---- SUPPLIED INFORMATION

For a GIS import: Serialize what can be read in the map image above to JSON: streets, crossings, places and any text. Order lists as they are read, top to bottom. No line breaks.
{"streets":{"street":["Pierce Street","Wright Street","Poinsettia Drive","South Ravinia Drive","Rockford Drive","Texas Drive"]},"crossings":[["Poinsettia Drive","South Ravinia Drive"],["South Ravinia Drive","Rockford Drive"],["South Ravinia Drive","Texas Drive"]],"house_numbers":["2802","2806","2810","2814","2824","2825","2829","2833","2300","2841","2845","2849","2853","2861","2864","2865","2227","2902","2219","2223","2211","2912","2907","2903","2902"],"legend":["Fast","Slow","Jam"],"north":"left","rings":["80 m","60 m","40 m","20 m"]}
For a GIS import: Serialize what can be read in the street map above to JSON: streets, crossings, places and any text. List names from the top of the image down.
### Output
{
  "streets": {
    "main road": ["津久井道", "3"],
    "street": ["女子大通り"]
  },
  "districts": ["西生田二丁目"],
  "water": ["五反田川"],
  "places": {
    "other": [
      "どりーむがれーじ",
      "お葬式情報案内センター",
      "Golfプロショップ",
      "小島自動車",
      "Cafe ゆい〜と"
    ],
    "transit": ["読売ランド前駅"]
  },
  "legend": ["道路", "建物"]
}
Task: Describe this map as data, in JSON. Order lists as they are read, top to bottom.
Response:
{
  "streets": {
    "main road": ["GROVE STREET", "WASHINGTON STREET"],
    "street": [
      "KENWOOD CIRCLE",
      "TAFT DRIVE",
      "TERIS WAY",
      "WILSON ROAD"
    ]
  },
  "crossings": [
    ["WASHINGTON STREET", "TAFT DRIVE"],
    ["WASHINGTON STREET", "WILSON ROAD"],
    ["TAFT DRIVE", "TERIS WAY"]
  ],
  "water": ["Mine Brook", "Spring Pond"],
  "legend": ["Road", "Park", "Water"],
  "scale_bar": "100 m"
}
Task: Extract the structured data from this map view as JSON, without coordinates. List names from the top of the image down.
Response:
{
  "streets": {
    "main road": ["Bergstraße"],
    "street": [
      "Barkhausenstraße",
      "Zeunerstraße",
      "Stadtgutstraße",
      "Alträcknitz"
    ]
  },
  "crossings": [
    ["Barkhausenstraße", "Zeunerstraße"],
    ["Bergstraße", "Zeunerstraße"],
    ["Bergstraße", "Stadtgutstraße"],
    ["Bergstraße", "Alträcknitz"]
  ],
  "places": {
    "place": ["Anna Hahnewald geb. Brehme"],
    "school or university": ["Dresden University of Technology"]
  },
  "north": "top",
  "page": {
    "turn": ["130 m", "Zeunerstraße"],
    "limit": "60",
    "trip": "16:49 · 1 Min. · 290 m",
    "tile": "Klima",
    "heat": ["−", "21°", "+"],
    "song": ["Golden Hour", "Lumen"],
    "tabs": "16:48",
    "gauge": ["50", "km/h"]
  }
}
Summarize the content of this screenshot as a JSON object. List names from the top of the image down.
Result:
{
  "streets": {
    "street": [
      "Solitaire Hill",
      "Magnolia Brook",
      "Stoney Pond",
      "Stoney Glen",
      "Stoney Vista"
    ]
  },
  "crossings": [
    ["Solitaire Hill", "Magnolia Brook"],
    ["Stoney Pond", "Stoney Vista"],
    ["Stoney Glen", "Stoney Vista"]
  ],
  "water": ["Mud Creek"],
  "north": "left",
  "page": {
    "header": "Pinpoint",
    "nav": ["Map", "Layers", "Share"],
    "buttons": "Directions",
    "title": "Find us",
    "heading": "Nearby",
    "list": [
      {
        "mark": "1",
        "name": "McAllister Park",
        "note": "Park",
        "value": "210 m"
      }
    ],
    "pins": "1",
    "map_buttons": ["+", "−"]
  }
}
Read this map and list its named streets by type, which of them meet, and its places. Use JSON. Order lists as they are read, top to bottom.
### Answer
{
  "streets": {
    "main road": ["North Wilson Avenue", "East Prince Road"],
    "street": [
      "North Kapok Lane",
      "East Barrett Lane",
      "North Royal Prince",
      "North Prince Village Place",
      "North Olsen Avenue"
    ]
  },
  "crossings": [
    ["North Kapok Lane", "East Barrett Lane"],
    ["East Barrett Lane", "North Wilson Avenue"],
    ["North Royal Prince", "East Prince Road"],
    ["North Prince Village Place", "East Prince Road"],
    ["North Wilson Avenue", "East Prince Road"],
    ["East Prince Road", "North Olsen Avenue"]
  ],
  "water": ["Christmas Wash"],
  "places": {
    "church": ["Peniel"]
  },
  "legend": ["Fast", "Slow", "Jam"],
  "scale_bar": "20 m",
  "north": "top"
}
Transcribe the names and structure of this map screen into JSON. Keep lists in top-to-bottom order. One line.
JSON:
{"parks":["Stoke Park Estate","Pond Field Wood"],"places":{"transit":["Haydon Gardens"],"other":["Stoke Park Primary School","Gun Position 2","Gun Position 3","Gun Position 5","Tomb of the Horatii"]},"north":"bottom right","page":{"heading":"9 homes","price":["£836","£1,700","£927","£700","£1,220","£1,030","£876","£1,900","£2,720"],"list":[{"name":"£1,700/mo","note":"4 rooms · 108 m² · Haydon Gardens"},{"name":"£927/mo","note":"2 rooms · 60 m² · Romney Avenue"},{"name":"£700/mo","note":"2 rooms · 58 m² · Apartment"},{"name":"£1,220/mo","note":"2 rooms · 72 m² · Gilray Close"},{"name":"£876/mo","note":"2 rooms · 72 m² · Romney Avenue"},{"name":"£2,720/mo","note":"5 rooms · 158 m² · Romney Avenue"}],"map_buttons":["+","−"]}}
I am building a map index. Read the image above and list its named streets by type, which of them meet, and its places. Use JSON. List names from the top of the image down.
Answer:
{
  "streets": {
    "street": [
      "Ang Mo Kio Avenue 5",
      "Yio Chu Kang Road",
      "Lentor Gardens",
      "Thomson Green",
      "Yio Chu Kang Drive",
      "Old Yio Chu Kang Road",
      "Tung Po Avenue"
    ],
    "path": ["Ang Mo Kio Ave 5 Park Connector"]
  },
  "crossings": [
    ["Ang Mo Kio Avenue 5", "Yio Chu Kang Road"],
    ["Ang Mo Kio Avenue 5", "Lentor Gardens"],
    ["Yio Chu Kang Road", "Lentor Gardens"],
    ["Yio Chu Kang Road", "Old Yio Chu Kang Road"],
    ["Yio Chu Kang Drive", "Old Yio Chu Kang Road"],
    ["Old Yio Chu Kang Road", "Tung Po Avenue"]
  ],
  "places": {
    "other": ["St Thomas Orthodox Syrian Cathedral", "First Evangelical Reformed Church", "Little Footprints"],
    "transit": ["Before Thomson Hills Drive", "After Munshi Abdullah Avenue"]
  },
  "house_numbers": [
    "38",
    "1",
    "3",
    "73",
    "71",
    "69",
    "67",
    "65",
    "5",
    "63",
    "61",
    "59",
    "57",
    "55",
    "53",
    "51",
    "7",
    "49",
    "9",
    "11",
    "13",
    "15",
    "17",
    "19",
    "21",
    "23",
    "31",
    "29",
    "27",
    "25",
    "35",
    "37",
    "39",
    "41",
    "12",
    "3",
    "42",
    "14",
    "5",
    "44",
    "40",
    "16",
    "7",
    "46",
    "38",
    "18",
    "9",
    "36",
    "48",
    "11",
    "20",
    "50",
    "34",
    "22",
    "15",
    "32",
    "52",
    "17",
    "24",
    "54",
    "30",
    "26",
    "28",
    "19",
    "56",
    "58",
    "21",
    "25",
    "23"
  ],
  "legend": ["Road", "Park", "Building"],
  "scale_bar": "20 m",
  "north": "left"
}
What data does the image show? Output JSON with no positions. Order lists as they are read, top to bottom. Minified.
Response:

--------

▶ _TASK DIRECTIONS_
Give the number of lines in the listing that contain the string "them". Write nothing else.

▶ _ANSWER BOX_
2